Thursday, 10 February 2011
A Behanding in Spokane, MTC ***1/2
A Behanding in Spokane
By Martin McDonagh, by Melbourne Theatre Company
MTC Sumner Theatre, Feb 10 to March 1, 2011
Reviewer: Kate Herbert on Feb 10, 2011
Martin McDonagh says his black comedies walk the line between comedy and cruelty. His newest work, A Behanding in Spokane, combines his signature, laugh-out-loud dialogue and situational absurdity with blatant and latent violence. The stage is a dangerous place for his characters.
It is a revenge comedy: a hand for a hand instead of eye for an eye. Decades earlier, the brooding, racist, Carmichael (Colin Moody) was behanded (his hand cut off) by rednecks who waved goodbye to him with his own hand.
For 26 years, the obsessed Carmichael fruitlessly scours the country for his lost hand. A couple of chancers, Toby (Bert LaBonté), the black marijuana dealer, and his dim-witted girlfriend, Marilyn (Nicole da Silva), try to con him by selling him an aboriginal hand stolen from a museum. All hell breaks loose and they face the wrath of Carmichael.
The play has some of the classic elements of McDonagh’s style. A group of eccentric, flawed characters are trapped in an isolated, claustrophobic location, in this case, an Arizona motel room. Cruelty and violence collide with banal conversations and peculiar obsessions. The outcome is unpredictable and the situation dangerous.

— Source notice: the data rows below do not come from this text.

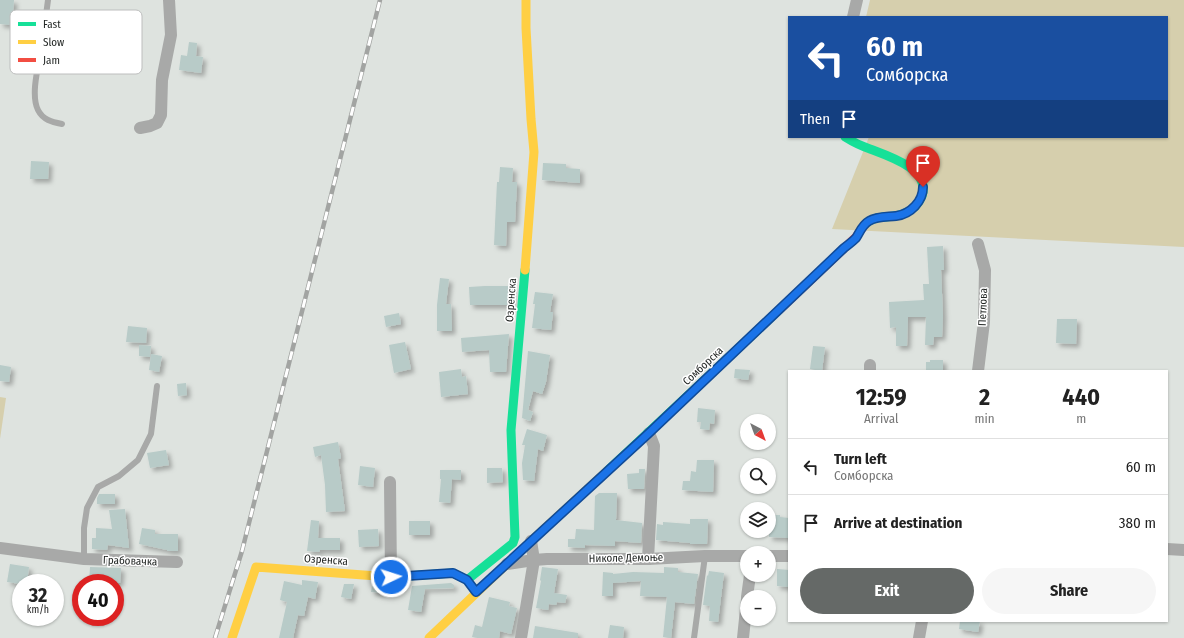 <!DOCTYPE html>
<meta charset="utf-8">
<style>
body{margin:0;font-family:"Fira Sans Condensed",sans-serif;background:#f6f6f6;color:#222;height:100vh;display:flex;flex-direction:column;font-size:15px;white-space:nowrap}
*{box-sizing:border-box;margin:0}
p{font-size:13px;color:#767676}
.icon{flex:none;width:22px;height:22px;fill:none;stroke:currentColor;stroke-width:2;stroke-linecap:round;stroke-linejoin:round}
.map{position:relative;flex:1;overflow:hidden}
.panel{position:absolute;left:788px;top:370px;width:380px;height:252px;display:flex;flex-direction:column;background:#fff;border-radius:0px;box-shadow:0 1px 3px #0004}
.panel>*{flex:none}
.top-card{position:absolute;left:788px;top:16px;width:380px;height:122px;border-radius:0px;box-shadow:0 1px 3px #0004;background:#1a4fa0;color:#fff;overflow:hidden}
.needle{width:26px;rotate:139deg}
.fabs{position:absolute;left:740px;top:414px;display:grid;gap:8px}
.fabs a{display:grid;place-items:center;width:36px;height:36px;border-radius:50%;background:#fff;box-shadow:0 1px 3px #0004;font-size:20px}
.speed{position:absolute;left:12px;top:574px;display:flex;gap:8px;font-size:20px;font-weight:700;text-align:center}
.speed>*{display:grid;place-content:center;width:52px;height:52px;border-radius:50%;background:#fff;box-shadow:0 1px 3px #0004;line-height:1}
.speed small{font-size:10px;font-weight:400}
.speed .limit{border:6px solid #d22;background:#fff;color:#111}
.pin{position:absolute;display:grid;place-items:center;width:34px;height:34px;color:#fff;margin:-41px -17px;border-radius:50% 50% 50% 0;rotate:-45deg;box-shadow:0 0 4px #0007}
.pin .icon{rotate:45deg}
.me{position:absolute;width:44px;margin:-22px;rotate:86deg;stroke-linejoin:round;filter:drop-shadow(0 0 3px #0008)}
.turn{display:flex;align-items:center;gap:14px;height:84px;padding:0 12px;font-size:18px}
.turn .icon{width:52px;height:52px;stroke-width:2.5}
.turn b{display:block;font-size:28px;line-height:34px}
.then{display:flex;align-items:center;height:38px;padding:0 12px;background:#0003;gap:8px;font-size:15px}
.eta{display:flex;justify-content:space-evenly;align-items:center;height:68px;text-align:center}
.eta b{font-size:24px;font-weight:700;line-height:28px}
.action{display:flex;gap:8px;margin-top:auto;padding:8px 12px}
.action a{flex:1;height:46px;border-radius:24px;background:#656967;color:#fff;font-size:16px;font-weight:700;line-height:46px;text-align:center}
.action a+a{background:#f6f6f6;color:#222}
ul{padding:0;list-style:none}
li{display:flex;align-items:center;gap:12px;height:56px;padding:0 12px;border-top:1px solid #e0e0e0}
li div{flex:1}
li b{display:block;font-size:15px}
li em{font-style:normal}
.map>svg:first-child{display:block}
</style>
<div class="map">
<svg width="1184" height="638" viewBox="0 0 1184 638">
<defs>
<filter id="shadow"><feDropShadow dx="3.5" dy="3.5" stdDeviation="2" flood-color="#0004"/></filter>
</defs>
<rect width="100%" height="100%" fill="#dee3df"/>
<!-- green -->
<g fill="#d6cfad">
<polygon points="870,0 1184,0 1184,247 832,229 869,137 1167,137 1167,17 866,17"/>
<polygon points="0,397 6,398 0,439"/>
</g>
<!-- building -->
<g fill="#b8cbc8" filter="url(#shadow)">
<polygon points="0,0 14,0 12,25 0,24"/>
<polygon points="189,42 197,43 196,56 203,57 201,73 179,70 181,55 187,56"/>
<polygon points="31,161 49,162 48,179 30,179"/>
<polygon points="543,163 566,164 566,168 580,169 580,183 542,180"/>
<polygon points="500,167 513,168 512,182 517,182 515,222 507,222 506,246 494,245 497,182 499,182"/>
<polygon points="943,246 944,270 941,270 943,316 942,337 934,337 933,345 925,345 926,317 908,317 907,346 896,346 896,327 890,328 889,302 924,300 923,284 929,284 927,247"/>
<polygon points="440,278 449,279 446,304 451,304 452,331 437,331 437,305"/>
<polygon points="485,286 512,286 512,305 470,305 469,287"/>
<polygon points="535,292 553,294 550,312 553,312 551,330 532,328 535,304 533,304"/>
<polygon points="399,313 401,324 386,327 384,316"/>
<polygon points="1057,319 1077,319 1076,344 1056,343"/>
<polygon points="128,326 147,328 146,343 126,342"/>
<polygon points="509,334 506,372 490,372 489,350 462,352 461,338"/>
<polygon points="405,342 411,369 394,373 389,345"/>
<polygon points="139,345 151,346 150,357 139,356"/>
<polygon points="813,346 825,347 822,371 810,369"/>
<polygon points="528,351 550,355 546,382 542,394 533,391 528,410 533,412 530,421 522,418"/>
<polygon points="151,354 162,356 159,372 149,370"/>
<polygon points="930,360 943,360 943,371 926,371 926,362 930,362"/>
<polygon points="0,365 11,367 9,382 0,381"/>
<polygon points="461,369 462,377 466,376 468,394 441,397 439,372"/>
<polygon points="735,369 750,370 748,380 734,378"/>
<polygon points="186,383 187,395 178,396 177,384"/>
<polygon points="698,408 715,410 714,424 710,423 709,430 700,429 701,422 697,422"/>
<polygon points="527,429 547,435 543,451 538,449 534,481 523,480 522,463 525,445 522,445"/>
<polygon points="338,442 341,458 338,459 345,511 326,512 325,485 321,455 315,457 313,447"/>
<polygon points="166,450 169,465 150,468 147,453"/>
<polygon points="697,460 714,460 713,492 682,490 683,481 690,481 691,471 696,472"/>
<polygon points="360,466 375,468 373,487 358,485"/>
<polygon points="487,468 502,468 503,482 487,483"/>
<polygon points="639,469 645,469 644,489 628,489 627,474 639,473"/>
<polygon points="440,470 461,470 461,480 452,479 450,503 439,502 441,479 440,479"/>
<polygon points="599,493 617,493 616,520 642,523 641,543 615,541 615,546 585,545 585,548 568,547 568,539 575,539 576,529 594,530 595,496"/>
<polygon points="99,494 115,494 115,504 97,504 97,498"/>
<polygon points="125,509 129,548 108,545 107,550 92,549 92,538 96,538 96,528 112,529 109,510"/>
<polygon points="769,515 780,515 780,517 789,518 789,538 769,537"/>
<polygon points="690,519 708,519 707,544 690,544 690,543 656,540 657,524 663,525 663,522 690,524"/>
<polygon points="311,520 319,521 318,538 340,538 340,550 320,550 319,552 307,551"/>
<rect x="409" y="521" width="21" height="14"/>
<polygon points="142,528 155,530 155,534 178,534 178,551 167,551 167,550 139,544"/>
<polygon points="378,529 379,546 359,547 358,530"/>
<polygon points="10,564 29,567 27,583 21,583 21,584 7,582"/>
<polygon points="90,567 121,568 120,583 89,583"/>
<polygon points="542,567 558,569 554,593 567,595 565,603 557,602 556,605 549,604 548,610 536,608 541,581 540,580"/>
<polygon points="664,567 678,568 678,572 698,574 694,604 675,602 671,638 663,637 667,597 640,596 641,581 613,583 613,596 602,596 603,572 613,573 613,574 633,572 664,573"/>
<polygon points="777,569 789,570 789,587 777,586"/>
<polygon points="709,571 724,573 718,622 709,621 710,606 703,605 707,575 708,576"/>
<polygon points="302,580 318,582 315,599 308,597 304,616 298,615 293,638 279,638 287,602 280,600 284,581 302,585"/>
<polygon points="451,583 454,585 454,588 425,589 421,612 408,610 412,586"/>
<polygon points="344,584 354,584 351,599 341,597"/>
<polygon points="372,586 383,586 382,593 371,592"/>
<polygon points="489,597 510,602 509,606 517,608 511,634 500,631 499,638 478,638 472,637 475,625 482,627"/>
<polygon points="960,621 980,621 978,632 959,629"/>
<polygon points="610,625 624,627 623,638 608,638"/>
<polygon points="535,626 578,633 578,638 533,638"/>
</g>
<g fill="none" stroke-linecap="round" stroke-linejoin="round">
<!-- lane -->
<g stroke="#a8a9a8" stroke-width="6">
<path d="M48,0C46,15 44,31 42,46C39,64 30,94 38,110C43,120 52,122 62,124"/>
<polyline points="84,559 84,528 87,508 98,487 119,476 138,460 151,434 157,386"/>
<polyline points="694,638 705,556"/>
</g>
<!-- street -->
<g stroke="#a8a9a8" stroke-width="12">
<polyline points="853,17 857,0"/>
<polyline points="140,128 150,126 157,123 161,115 162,80 171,35 169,0"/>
<polyline points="870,371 870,365"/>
<polyline points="978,371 984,322 985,270 978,244"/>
<polyline points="390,482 391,577"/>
<polyline points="0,548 84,559 177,562"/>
<polyline points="1167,549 1184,550"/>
<polyline points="769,556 789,556"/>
<polyline points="648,559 654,446 649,433"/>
<polyline points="507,564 534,560 547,559 648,559 705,556 747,556"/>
<polyline points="747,597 750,575"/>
<polyline points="521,638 534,560 531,541"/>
<polyline points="743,638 747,599"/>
<polyline points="919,638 922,621"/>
</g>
<!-- fast -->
<g stroke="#16e098" stroke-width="9">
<path d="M845,137C853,142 861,146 870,149C888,156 931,169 922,196C919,203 913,210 905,213C892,220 877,213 865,224"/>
<polyline points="607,471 779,310"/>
<polyline points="377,576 391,577 453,573 467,580 474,589"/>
<polyline points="467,580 513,543 515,537 511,430 525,270"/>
</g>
<!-- slow -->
<g stroke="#ffcf43" stroke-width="9">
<polyline points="525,270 534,152 531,119 526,28 526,0"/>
<polyline points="232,638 256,567 377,576"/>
<polyline points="429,638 531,541 607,471"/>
</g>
<!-- jam -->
<polyline stroke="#f24e42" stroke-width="9" points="779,310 856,237 865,224"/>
<defs>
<polyline id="rail" points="215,638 242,551 380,0"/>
</defs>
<!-- rail casing -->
<use href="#rail" stroke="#a2a4a2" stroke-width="4.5"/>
<!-- rail -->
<use href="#rail" stroke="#fff" stroke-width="3" stroke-dasharray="9" stroke-linecap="butt"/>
</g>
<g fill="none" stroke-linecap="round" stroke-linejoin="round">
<defs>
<path id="route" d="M391,577L453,573L467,580L476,592L649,433L844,248C848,245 852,242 856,238C860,232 862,225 869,221C877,216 887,217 896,216C911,214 923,201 923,187"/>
</defs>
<!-- route casing -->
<use href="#route" stroke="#114b97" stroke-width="10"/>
<!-- route -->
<use href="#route" stroke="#1a73e8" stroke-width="7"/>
</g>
<g text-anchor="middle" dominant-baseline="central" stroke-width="3" stroke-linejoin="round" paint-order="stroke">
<!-- street labels -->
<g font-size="11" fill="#242826" stroke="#fff">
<text transform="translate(511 300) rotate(-86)">Озренска</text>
<text transform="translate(983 307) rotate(-88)">Петлова</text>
<text transform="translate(703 366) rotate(-43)">Сомборска</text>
<text transform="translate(626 558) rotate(-1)">Николе Демоње</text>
<text transform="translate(326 560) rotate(4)">Озренска</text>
<text transform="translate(130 561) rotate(2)">Грабовачка</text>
</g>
</g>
<!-- legend -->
<rect x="10" y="10" width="132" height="64" rx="6" fill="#fff" stroke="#bdbebe" stroke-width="1"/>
<rect x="18" y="22" width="18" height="4" fill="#16e098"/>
<rect x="18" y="40" width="18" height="4" fill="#ffcf43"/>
<rect x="18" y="58" width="18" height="4" fill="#f24e42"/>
<g font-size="11" fill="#242826">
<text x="43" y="28">Fast</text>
<text x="43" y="46">Slow</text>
<text x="43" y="64">Jam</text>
</g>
</svg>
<div class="fabs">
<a><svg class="needle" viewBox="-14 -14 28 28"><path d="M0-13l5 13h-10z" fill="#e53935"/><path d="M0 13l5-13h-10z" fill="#767676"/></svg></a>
<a><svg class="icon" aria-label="search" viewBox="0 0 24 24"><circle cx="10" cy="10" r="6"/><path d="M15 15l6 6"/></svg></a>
<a><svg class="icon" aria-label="layers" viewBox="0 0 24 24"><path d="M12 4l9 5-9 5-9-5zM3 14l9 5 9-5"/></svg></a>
<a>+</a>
<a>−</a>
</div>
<div class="speed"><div>32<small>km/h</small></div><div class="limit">40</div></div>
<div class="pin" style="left:923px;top:187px;background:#d93025"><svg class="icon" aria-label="arrive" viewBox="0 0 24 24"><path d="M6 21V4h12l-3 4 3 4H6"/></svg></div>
<svg class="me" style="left:391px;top:577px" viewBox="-20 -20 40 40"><circle r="17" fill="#1a73e8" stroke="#fff" stroke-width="3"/><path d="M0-11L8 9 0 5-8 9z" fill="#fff"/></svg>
<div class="top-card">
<div class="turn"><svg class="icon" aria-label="left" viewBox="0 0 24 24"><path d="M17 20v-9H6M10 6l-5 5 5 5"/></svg><div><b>60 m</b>Сомборска</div></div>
<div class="then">Then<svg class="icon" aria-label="arrive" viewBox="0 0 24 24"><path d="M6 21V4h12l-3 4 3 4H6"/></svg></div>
</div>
<section class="panel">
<div class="eta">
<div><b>12:59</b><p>Arrival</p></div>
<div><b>2</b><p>min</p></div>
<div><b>440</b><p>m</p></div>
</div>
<ul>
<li><svg class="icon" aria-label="left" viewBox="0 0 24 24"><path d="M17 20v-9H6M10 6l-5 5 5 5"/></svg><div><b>Turn left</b><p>Сомборска</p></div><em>60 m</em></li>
<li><svg class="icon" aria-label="arrive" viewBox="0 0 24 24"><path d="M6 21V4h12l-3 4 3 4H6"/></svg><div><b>Arrive at destination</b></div><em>380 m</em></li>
</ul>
<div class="action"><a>Exit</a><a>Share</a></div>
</section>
</div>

Moody is compelling as the dour, volatile, surly Carmichael. Although the other characters appear to be too clever, clean and middle class, LaBonté captures the weakness and bravado of the frightened Toby, da Silva is suitably dim as his gal and Tyler Coppin is funny as the weird, reluctant receptionist.
Peter Evans’ production needs to escalate to an explosive ending. The pace is too slow in the final scenes – but that could be in the writing. Strangely, these American characters have the style and language of McDonagh’s Irish characters but they lack the credible, dim edginess of the quintessential American criminal.
This script is not as successful as McDonagh’s six early plays set in isolated, western Ireland. It is a one-gag story that needs either to be unleashed and dive further into absurdity and chaos, or to be harnessed into a shorter play. If you want to see a classic McDonagh, see the movie, In Bruges. It is brutally funny.